No one distributes an owner’s manual for buying home insurance. The process can be confusing, and even veteran homeowners can make mistakes – especially when there’s a rush to secure coverage before your closing date.
Relax; there’s help right here. We’ve identified some of the most common mistakes homeowners make when buying insurance for what’s usually their largest investment. Consider these issues when you need coverage for a new house – or even when renewal time comes for your existing policy.
Jumping at the first quote
You probably didn’t buy the first home your real-estate agent showed you. You shouldn’t buy the first home insurance policy you see, either.
Why? Premiums – the amount you pay for coverage – can vary widely among providers, and you may be able to save big by getting quotes from a number of providers before you make your final choice. This is just as true when you renew your policy – loyalty can sometimes hurt you when it comes to a home insurance policy.
Messing up your dwelling coverage
What’s dwelling coverage? It’s the part of your home insurance policy that helps you if your house is damaged or destroyed by fire, wind, hail, or another covered peril. You should set this coverage limit high enough to rebuild your house from the ground up.
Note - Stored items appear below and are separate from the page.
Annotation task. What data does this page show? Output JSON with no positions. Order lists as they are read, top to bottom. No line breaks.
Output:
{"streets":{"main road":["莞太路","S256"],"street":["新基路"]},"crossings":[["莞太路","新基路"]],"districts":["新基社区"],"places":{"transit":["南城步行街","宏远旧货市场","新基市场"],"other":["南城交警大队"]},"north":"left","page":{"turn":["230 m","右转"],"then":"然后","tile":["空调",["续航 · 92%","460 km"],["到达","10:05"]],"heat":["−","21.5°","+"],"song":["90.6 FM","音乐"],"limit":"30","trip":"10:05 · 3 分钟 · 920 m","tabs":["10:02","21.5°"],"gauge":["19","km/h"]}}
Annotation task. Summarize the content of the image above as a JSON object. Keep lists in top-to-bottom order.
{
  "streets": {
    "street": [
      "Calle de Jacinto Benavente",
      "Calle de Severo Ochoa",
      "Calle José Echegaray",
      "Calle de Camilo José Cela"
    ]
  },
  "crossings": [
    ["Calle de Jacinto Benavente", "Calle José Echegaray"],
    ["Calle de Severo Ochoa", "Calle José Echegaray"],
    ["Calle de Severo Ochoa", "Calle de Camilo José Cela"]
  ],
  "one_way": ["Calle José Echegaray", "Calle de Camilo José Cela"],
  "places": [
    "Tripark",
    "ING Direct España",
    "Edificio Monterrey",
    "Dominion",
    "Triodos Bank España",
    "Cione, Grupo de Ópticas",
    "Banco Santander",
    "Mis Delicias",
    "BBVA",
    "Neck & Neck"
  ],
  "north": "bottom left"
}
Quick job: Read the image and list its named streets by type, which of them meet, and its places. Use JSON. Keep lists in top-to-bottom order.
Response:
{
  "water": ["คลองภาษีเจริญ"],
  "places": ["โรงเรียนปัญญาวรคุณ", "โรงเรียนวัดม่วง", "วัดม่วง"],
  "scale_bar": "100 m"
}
This likely will not be the same as the amount you paid for the house. It could be higher – say building costs have increased in your area. It could even be lower – you don’t have to repurchase the lot, after all.
So how do you know the right number? Check out our dwelling coverage calculator: By entering your ZIP code and the square footage of the home, you’ll get three estimates of the dwelling coverage you need – one with standard building materials, one with some upgrades, and one with top-of-the-line features. Speak with an agent to nail down the correct amount of coverage for your home.
Failing to cover high-value possessions
The structure of your home isn’t the only thing protected by standard home insurance. Your possessions typically are covered from the same perils as the house itself – up to your coverage limit. Policies typically limit coverage for your ‘stuff’ to a percentage of the amount of dwelling coverage you purchase – usually 50% to 70%. That means if your dwelling coverage limit is $200,000, you probably would have somewhere between $100,000 and $140,000 worth of coverage for your possessions.
There’s a potential ‘catch,’ however. High-value items such as jewelry, artwork, furs, and some collectibles can have ‘sublimits’ – or limits within your overall coverage. If your policy has such sublimits, you may need to schedule an endorsement to make sure those items are covered fully.
Choosing a deductible that’s too low – or too high
Your deductible is the equivalent of a co-pay in health insurance: It’s the amount you agree to pay toward a claim before your home insurance kicks in. In general, the higher your deductible, the lower your premium. However, increasing your deductible does come with risk. You could be left uncovered if you can’t come up with that amount in an emergency.
Providing bad or incomplete information
Your insurance agent will ask a lot of questions about you and your home when he or she sets up your policy. It’s not because the agent is nosy – much of the information is to determine your risk as a policyholder – the lower the risk, in general, the lower your premiums.
Among the things you’ll be asked: Do you operate a daycare or any other business out of the home? Do you have a swimming pool? Or a trampoline? Do you own a dog? Answering yes to any of these questions can raise your premiums, because it can increase your risk (especially if your dog is among the breeds considered dangerous).
So why not lie? Because false answers could void your coverage and leave you on your own if you’re sued because a customer or client got injured at your home. Or if a visitor – even a trespasser – became injured using the pool or trampoline. Or if someone gets bitten by your dog. The average payout for a dog-bite claim is $27,862, according to the Insurance Information Institute. You don’t want to face that on your own.
Another reason for all the questions is to determine whether you qualify for discounts. You’ll be asked about whether you have deadbolt locks, a security system, or smoke alarms. Answering yes could result in price breaks. One warning: Discounts vary widely by state and provider.
Dismissing important add-on protections
Standard home insurance typically covers your house against a number of disasters – fire, wind, hail, and others. But it does not protect you from flooding, earthquakes or other earth movement (such as sinkholes), or sewer backup. Think carefully about whether you need these coverages when you buy a policy – saving a few bucks now won’t seem like such a bright move when two feet of water cover your home.